Yeates: Globalization is really a focus on liquidity. Gone are the days where you can get away with issuing commercial paper in the US while you’re sitting on cash balances in the UK. The banks’ role is to provide our customers the data so they can manage their global cash position on a real-time basis. This is the whole “total working capital principal” that’s taking place in the industry. As one of the largest banks in the world with an extensive worldwide footprint, we are able to assist our clients with the challenges of globalization.

Quinn: Visibility and control are really important, especially with Sarbanes-Oxley. But the third element we’re seeing is people looking for standardized processes in a very un-standardized world. They want the banks and other technology providers to manage the integration with all the different systems so they can be very standard in their back office.

Carpetto: There are tax, regulatory and many other issues for which our clients need advisement. JPMorgan Chase’s global expertise allows us to offer best-in-class solutions that meet a company’s geographic requirements, while also providing the technology to pull it all together.

Briand: We sometimes look at ourselves as interpreters: We smooth out the variations from country to country to facilitate our customers’ move to globalization—variations that not only are there in a static form but are changing as well. Our role is to facilitate our customers’ move to globalization, to help be that interpreter, to smooth out that path, to allow even-money-flow across the globe.

Davis: It all kind of boils down to information—about a country, a payment system, services you may provide. And, to borrow a phrase, “Show me the money.” What we want is to be able to push a button at any time and know, in US dollars, what is our global cash position. How can I get that? How can you get that information to me? In a single source, in a format that’s usable for me? That information is critical.

Heaps: Corporate treasurers have to make at least two, perhaps three, really tough decisions if they’re already global or if they’re thinking of going global.
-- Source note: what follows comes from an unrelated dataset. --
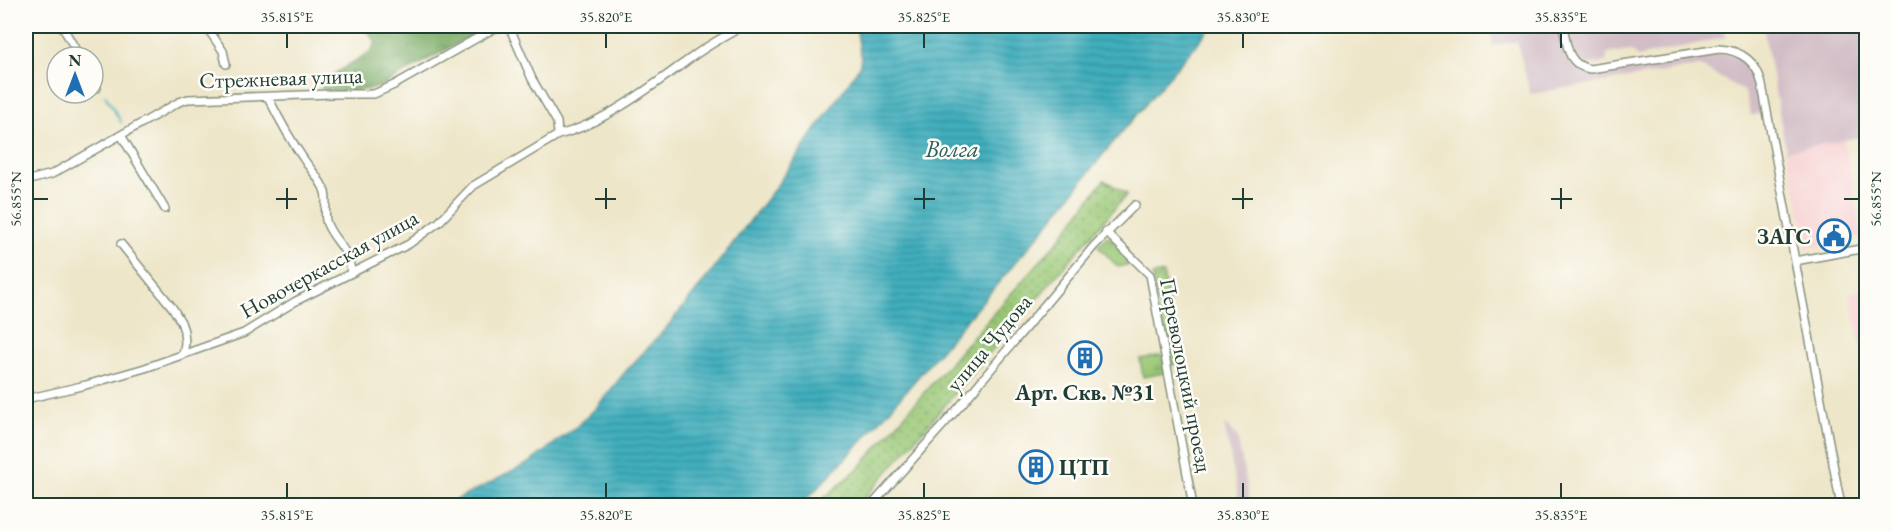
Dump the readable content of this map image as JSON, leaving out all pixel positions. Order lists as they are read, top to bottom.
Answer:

One is local versus global. There are advantages to working with global banks that have a ubiquitous presence versus, say, a French bank in France and a Spanish bank in Spain and a Turkish bank in Turkey. But there are also tradeoffs. Another decision is decentralization versus centralization. Do you want to manage a global position for your company in Memphis or in London or in Hong Kong, or do you want regional treasuries? The final decision is outsource versus insource. Do you want to do all of this yourself and hire people locally—all around the world? Or do you want to take parts of it and say, “We don’t have the expertise in that part of the world, so we want to outsource some piece of it”?

Gutmann: As globalization is being pushed down even to smaller middle-market clients, they’re now requiring more sophisticated solutions. Ease of use and visibility to their financial flows are critical.

Alarcon: We believe Internet technologies have a lot to do with the advances in globalization. Leveraging Internet technologies, companies can achieve many things they couldn’t do with traditional applications. Corporations are looking at how to eliminate silos on a global scale and streamline their different business processes across the enterprise, taking advantage of these new technologies.

 

GF: Are electronic payment channels more vulnerable to fraud than paper? What can companies do to combat all forms of fraudulent transactions?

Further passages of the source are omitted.